The experimental results show that optimizing the registration results further using the nearest neighbor search algorithm can effectively improve the registration effect. Among the three ICP algorithms, the Generalized ICP algorithm performed the best, achieving the best results in most cases. The Colored ICP algorithm only achieved the best results in a very few cases and did not have a clear advantage. Therefore, based on the analysis, the Generalized ICP algorithm has the best accuracy and universality among the three ICP algorithms.

7.2.4. The Display of Outlier Removal Algorithm Effects

To compare the outlier removal effects of different outlier algorithms, different outlier removal algorithms were used for comparison, and the outlier removal results and registration results were visualized. The input still used the registration point pairs extracted from the above-mentioned point cloud using the FCGCF(HSV) feature descriptor, and 2000 pairs were randomly selected as the input. The comparison effect is shown in Figure 6.

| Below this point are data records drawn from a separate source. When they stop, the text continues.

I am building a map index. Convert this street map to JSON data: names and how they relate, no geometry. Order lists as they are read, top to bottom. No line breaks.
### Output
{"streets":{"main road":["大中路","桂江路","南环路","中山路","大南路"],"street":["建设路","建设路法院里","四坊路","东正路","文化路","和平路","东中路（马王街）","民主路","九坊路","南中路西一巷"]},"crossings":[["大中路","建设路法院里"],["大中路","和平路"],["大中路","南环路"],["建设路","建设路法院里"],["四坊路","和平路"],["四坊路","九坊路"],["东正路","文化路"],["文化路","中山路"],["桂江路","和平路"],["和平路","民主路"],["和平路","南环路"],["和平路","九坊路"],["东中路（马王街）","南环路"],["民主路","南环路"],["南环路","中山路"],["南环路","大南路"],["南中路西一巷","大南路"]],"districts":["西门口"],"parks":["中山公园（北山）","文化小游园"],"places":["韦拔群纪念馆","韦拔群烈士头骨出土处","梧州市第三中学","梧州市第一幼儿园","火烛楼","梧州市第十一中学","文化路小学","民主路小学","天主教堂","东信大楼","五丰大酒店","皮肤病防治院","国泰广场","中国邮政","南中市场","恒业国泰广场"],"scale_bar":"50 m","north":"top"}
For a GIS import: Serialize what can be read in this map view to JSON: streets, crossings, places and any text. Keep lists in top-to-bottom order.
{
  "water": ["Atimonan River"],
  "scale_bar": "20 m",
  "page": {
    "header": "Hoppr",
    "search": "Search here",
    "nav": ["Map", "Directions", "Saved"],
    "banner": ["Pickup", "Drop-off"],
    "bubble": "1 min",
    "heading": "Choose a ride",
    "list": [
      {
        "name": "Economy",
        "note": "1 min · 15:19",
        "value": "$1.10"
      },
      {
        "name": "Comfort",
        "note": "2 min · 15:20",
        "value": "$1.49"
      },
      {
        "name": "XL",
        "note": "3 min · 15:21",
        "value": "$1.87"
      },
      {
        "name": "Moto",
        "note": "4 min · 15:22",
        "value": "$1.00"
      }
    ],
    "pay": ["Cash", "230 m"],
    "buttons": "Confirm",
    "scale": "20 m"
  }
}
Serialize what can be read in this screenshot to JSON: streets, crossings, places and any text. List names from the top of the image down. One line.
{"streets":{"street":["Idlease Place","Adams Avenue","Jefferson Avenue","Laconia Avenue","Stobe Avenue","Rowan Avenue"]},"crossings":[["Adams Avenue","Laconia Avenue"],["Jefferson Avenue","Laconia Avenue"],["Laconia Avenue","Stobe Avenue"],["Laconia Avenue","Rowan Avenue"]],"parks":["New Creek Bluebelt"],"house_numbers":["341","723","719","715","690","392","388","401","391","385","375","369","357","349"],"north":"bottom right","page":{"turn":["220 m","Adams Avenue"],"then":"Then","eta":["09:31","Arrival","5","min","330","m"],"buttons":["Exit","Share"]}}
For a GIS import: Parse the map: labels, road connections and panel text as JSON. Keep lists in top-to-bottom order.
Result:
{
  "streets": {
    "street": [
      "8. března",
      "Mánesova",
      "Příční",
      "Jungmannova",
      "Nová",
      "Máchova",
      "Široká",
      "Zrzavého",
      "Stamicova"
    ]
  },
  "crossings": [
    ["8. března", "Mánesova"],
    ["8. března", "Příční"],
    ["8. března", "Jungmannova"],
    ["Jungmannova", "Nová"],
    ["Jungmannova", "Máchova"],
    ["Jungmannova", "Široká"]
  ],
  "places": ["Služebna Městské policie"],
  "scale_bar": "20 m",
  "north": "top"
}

According to the experimental results, all three point cloud registration algorithms can achieve registration effects with a rotation error less than 15 degrees and a translation error less than 30 cm. However, it is impossible to judge the quality of the algorithm with the naked eye, so rotation error and translation error were used as quantitative evaluation indicators. When using the estimated 2000 registration point pairs extracted using the FCGCF(HSV) feature descriptor as the input, the PointDSCC outlier removal algorithm successfully removed outliers, leaving 123 point pairs. Although the number of outliers removed by the PointDSCC outlier removal algorithm was less than that of the PointDSC algorithm, the PointDSCC outlier removal algorithm achieved the best registration effect among the three algorithms. The quantity of removed outliers, which is related to the quality of both point clouds and the previous stages of the pipeline, is not a crucial factor. Instead, what truly matters is whether the application of the outlier removal algorithm leads to improved performance in the registration results. The registration results in solid color(yellow and blue) could provide a visual representation of the alignment process and the quality of the registration by comparing the colors of corresponding points in the aligned point clouds, discrepancies or misalignments can be easily identified. This finding demonstrates that employing dual constraints based on both spatial consistency and color consistency not only increases the probability of eliminating outliers lacking color consistency but also enhances the likelihood of retaining registration point pairs with weak spatial consistency features yet strong color consistency features.

8. Conclusions

This study presents advancements in color-based registration techniques by integrating colored point cloud data into the FCGCF algorithm. The utilization of the HSV color model allows for the separation of color and brightness components, resulting in a more robust registration process. Additionally, the proposed PointDSCC method incorporates color consistency within the PointDSC framework to identify and eliminate outlier points, improving registration performance and providing insights into color variations within the point cloud data. A specialized colored point cloud dataset for forest environments was curated, along with a partitioning approach to generate overlapping point cloud pairs, optimizing computational efficiency and facilitating more effective registration analysis. Extensive experiments demonstrated the superiority of integrating HSV color information, emphasizing the importance and potential advantages of utilizing color cues in registration processes. This study contributes valuable insights and advancements in color-based registration techniques, with potential benefits for researchers in the field. Our code and the Trees dataset can be made available upon request.